== Segment start ==

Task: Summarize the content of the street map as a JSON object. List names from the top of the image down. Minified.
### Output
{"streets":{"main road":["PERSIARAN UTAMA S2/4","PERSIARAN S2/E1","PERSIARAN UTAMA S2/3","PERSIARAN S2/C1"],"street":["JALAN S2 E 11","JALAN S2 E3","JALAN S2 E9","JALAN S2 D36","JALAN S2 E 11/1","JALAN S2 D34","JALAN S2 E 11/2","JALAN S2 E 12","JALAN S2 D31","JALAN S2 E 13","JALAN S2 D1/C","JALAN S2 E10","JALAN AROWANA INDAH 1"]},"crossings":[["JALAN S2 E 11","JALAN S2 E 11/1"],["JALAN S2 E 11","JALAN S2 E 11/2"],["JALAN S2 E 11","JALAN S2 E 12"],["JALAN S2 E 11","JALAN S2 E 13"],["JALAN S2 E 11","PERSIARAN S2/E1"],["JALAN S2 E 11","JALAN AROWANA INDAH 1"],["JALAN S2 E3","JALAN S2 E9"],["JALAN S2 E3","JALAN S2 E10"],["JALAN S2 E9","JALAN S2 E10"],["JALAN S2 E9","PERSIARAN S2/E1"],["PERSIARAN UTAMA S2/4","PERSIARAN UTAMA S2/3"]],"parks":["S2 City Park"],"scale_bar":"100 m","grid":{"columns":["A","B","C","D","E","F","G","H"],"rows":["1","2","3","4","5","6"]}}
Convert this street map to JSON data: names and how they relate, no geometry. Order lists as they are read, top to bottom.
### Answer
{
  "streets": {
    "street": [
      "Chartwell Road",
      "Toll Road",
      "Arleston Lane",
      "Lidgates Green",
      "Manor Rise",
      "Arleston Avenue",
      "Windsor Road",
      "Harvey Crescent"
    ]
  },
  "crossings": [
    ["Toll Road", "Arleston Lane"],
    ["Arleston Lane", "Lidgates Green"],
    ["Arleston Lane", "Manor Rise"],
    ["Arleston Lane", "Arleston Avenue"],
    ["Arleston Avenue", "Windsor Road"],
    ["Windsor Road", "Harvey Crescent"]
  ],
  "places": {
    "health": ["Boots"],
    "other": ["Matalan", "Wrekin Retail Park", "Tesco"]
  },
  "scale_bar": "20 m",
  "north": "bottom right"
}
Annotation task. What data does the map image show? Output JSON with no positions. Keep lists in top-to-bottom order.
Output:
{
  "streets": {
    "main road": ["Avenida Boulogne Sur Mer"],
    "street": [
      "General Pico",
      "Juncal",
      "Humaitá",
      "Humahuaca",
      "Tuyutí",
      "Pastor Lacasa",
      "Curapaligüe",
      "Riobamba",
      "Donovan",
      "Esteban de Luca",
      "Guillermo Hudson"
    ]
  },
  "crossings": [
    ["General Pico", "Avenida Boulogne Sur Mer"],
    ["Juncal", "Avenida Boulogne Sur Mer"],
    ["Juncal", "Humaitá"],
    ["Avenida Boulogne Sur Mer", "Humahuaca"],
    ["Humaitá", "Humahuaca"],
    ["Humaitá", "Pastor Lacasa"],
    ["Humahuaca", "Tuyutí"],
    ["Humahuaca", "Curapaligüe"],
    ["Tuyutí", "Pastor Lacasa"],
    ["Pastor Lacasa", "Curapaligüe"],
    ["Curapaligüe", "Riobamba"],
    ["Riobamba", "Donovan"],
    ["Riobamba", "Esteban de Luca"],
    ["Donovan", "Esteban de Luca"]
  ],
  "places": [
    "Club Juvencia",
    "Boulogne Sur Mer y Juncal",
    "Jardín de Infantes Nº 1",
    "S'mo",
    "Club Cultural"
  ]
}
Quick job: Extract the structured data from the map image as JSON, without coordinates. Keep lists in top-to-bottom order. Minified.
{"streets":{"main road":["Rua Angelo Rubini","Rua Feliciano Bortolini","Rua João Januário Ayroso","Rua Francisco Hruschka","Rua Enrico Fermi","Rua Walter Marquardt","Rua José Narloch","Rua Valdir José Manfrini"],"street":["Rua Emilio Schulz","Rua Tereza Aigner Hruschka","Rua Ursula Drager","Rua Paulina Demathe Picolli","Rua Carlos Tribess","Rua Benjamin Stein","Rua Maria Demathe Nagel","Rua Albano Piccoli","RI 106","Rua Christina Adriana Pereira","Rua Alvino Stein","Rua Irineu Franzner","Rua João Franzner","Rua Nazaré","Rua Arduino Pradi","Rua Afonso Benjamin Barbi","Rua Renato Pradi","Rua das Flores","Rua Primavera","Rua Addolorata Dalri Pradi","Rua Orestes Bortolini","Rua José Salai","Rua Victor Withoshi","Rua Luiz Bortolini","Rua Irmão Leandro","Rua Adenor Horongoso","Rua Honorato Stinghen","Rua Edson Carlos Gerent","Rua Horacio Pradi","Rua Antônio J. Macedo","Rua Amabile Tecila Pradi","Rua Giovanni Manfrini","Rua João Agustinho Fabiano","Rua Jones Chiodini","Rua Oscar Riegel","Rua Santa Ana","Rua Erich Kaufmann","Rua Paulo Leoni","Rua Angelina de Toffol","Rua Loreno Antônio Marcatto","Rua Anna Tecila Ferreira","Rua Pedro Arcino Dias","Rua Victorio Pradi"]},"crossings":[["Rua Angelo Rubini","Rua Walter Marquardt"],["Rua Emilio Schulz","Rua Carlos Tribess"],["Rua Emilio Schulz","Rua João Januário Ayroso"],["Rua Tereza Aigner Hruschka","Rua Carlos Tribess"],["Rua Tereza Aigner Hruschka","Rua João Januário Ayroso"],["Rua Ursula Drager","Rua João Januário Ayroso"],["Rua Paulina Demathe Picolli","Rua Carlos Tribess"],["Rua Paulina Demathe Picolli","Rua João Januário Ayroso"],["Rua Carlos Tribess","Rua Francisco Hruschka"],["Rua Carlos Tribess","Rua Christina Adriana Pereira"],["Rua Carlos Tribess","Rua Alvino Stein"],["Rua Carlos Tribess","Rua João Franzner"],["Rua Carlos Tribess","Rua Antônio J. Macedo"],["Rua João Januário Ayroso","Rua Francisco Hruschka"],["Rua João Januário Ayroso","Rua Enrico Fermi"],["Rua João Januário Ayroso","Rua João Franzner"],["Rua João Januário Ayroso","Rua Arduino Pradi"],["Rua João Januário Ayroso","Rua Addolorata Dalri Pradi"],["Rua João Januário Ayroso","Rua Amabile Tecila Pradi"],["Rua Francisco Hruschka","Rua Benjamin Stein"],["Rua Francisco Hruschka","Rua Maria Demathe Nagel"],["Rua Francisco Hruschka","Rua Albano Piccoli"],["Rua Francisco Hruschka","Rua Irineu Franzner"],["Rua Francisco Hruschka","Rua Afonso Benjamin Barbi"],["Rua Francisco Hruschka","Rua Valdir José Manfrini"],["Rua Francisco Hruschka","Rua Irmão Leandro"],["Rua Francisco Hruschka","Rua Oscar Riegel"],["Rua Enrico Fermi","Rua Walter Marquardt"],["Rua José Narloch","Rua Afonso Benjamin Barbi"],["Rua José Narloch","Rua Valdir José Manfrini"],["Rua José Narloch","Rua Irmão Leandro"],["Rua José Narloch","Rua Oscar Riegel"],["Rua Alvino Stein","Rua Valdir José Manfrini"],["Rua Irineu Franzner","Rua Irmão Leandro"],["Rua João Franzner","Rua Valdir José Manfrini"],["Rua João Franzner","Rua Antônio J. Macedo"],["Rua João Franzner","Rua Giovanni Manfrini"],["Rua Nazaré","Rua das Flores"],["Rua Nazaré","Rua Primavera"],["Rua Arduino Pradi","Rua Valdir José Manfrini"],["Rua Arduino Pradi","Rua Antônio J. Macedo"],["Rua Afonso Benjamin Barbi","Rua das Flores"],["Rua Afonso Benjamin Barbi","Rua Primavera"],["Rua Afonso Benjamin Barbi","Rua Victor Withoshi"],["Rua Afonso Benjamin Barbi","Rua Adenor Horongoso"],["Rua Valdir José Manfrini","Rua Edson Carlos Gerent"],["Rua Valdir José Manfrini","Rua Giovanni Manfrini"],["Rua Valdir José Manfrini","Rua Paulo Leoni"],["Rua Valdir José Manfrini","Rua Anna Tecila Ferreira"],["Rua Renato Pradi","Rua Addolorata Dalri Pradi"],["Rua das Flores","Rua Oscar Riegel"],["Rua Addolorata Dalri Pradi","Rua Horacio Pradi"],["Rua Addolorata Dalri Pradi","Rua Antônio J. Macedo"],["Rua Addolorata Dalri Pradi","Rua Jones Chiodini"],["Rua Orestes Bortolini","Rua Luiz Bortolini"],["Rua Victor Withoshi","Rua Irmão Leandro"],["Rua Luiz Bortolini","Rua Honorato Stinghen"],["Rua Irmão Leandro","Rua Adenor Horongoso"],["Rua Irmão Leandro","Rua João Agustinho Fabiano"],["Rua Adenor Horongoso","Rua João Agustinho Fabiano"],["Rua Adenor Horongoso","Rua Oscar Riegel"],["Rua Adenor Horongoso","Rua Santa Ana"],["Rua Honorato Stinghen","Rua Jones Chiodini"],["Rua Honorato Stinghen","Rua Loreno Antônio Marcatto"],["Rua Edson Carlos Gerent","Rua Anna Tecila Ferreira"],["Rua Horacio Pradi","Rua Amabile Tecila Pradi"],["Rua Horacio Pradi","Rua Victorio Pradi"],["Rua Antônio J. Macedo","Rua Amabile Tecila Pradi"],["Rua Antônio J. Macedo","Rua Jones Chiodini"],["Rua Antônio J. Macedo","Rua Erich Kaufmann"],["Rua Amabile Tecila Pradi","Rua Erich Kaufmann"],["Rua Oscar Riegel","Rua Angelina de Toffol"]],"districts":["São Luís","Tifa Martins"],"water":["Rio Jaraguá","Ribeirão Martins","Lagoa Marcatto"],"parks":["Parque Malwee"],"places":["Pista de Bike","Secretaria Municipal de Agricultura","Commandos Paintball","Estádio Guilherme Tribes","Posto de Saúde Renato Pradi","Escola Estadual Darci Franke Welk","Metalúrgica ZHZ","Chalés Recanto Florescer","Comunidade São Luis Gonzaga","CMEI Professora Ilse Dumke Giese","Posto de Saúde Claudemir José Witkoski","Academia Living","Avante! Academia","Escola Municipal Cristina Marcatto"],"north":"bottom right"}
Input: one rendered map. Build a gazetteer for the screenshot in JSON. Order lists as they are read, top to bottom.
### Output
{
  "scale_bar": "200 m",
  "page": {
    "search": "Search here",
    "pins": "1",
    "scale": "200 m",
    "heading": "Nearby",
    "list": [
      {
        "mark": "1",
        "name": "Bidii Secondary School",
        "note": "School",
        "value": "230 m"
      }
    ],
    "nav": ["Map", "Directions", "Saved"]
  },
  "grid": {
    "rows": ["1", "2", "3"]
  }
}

== Segment end ==

TASK DIRECTIONS
Which lines above carry the string "Avenue"? Copy those lines.

PROBLEM SOLUTION
      "Arleston Avenue",
    ["Arleston Lane", "Arleston Avenue"],
    ["Arleston Avenue", "Windsor Road"],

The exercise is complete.